__Stored data__

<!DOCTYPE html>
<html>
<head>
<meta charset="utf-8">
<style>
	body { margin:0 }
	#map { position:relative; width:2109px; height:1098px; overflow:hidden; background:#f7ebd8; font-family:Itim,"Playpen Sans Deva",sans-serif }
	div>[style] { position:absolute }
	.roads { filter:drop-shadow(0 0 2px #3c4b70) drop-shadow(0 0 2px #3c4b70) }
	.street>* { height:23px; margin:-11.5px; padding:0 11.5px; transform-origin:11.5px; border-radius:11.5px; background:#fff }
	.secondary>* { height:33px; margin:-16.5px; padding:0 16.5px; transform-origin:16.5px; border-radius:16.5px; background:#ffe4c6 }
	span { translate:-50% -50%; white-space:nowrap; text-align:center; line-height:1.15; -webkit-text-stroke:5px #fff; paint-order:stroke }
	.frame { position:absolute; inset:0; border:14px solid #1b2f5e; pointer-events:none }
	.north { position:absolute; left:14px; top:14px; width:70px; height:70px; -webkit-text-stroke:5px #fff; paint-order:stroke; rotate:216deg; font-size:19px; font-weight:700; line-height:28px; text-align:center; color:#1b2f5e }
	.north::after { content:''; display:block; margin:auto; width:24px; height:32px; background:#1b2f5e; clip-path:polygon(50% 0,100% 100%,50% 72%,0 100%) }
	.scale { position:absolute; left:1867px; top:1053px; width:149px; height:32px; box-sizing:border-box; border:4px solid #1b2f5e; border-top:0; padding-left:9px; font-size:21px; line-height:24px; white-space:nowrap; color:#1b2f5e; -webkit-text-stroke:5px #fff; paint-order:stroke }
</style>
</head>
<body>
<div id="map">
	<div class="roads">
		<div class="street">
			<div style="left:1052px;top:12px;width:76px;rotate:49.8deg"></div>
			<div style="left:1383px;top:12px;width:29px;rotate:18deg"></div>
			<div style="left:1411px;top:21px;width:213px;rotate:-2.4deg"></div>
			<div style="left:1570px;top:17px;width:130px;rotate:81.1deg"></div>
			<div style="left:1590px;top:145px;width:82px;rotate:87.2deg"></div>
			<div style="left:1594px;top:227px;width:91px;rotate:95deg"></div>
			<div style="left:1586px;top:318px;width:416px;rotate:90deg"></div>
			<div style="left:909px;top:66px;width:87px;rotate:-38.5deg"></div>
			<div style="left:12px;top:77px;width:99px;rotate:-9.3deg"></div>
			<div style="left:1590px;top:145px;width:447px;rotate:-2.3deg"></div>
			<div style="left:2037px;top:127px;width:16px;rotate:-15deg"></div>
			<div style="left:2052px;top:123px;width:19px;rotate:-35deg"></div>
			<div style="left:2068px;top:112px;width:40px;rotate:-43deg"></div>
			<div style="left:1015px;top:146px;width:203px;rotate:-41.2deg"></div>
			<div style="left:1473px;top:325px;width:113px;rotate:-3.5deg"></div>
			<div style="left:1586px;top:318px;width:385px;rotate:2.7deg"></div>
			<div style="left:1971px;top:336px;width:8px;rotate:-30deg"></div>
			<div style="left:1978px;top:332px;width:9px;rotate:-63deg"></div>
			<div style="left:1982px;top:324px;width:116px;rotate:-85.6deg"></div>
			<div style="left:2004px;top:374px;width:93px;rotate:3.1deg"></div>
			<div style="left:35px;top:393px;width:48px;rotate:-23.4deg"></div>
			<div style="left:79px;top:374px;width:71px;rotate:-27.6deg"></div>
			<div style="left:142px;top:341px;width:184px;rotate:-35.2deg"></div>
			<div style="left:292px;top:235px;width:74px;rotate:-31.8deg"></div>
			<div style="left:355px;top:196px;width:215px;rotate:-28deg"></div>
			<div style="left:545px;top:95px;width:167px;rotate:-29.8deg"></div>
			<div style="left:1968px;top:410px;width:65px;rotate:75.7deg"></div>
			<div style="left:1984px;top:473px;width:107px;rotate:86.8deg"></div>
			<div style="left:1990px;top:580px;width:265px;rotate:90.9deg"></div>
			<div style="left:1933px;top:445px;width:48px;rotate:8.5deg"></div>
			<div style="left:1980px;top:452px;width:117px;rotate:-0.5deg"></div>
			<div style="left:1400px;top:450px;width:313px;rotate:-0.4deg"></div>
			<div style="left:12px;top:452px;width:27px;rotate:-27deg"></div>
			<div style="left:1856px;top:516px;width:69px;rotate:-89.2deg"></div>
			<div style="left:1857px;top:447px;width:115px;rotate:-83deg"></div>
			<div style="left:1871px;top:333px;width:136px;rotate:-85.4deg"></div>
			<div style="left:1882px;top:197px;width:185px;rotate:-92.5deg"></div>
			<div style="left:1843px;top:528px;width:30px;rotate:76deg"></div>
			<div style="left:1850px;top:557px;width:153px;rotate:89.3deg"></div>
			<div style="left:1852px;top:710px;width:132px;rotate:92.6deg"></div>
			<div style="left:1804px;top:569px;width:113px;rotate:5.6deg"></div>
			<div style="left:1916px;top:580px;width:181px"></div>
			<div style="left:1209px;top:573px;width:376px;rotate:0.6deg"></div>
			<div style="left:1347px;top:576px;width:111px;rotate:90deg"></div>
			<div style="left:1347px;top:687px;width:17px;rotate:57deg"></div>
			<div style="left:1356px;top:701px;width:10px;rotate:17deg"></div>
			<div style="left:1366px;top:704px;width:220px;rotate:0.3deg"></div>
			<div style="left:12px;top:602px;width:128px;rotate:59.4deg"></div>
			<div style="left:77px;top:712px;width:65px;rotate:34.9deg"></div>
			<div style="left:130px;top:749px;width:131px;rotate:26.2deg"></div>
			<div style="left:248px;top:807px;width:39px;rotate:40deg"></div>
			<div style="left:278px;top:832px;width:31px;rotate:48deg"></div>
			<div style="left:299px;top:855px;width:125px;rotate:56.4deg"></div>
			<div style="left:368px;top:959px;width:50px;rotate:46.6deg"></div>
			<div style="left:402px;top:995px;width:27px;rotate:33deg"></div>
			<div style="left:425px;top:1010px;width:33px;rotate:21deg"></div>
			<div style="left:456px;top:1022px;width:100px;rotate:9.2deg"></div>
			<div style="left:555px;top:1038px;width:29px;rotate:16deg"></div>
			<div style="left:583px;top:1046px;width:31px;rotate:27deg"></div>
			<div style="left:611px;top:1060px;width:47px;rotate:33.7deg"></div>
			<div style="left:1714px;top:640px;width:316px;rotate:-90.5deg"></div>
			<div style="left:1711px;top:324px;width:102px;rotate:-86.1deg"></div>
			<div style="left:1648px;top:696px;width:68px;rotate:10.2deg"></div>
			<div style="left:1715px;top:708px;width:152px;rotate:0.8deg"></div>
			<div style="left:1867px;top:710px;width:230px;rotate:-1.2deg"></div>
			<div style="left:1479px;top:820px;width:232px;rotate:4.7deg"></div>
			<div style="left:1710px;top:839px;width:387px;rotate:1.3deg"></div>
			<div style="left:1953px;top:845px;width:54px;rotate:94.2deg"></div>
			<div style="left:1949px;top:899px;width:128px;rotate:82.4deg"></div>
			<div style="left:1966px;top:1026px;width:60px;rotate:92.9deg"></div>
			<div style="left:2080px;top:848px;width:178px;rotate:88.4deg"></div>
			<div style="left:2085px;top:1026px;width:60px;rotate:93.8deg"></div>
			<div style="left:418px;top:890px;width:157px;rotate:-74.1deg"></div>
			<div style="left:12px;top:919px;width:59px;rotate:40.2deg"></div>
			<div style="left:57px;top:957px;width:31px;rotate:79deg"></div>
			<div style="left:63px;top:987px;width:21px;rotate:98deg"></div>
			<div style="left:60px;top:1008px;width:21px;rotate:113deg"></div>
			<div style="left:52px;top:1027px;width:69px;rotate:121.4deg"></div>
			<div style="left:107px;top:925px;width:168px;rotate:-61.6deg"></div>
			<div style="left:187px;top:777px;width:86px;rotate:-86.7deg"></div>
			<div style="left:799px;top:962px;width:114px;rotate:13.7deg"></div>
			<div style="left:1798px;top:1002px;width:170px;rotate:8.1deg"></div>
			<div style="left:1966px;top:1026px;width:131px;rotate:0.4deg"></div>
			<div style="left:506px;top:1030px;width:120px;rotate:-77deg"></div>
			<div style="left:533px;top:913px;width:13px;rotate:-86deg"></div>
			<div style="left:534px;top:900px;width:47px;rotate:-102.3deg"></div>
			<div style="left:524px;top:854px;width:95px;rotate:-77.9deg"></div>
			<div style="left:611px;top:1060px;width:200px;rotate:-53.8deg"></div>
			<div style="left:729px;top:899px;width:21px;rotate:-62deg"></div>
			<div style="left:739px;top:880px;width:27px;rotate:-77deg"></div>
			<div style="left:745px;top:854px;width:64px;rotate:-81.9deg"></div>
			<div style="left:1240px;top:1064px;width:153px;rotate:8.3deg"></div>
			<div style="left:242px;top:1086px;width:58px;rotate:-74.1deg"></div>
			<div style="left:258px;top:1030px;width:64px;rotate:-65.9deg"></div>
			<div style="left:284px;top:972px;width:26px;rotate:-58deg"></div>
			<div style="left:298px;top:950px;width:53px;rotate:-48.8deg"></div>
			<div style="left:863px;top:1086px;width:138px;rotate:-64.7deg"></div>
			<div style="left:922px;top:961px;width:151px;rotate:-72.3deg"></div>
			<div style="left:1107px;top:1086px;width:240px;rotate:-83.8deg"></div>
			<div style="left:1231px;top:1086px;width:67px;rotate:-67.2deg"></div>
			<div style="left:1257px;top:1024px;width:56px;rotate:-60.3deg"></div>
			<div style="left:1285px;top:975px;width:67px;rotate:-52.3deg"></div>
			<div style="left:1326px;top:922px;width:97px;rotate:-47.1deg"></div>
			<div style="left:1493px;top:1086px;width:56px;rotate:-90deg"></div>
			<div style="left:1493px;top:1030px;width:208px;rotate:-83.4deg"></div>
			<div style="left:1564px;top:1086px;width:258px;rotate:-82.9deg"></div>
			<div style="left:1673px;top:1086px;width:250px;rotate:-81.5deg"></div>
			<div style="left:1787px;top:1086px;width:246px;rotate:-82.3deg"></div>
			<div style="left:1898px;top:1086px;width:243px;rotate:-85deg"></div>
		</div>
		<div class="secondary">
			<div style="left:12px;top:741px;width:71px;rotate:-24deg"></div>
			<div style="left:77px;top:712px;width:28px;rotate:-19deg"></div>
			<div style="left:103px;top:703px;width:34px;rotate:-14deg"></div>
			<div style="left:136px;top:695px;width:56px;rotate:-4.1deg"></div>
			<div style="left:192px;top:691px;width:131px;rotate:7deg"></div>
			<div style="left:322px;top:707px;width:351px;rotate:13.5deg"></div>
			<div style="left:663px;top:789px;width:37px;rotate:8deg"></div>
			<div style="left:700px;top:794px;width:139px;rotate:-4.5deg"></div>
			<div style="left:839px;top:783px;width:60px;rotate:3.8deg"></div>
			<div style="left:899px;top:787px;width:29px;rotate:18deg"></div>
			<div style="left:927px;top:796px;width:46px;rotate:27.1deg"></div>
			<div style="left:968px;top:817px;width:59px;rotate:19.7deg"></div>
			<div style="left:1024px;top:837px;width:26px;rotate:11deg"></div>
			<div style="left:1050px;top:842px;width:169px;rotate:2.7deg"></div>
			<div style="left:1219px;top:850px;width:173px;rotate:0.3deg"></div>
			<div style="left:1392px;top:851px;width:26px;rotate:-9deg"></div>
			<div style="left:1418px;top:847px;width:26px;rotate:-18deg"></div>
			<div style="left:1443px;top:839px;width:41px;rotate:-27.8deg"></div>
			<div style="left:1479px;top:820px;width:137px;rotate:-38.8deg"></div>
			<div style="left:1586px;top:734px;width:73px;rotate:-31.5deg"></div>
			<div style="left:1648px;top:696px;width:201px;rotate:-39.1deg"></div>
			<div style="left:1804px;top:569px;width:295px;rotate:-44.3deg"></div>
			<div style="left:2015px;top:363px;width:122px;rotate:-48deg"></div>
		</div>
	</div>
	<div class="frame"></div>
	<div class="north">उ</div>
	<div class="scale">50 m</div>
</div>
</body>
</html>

__Your goal__
Your task is to reproduce the entries exactly, starting at the first line and ending with the line containing "position:relative; width:2109px; height:1098px;".

__Written reply__
<!DOCTYPE html>
<html>
<head>
<meta charset="utf-8">
<style>
	body { margin:0 }
	#map { position:relative; width:2109px; height:1098px; overflow:hidden; background:#f7ebd8; font-family:Itim,"Playpen Sans Deva",sans-serif }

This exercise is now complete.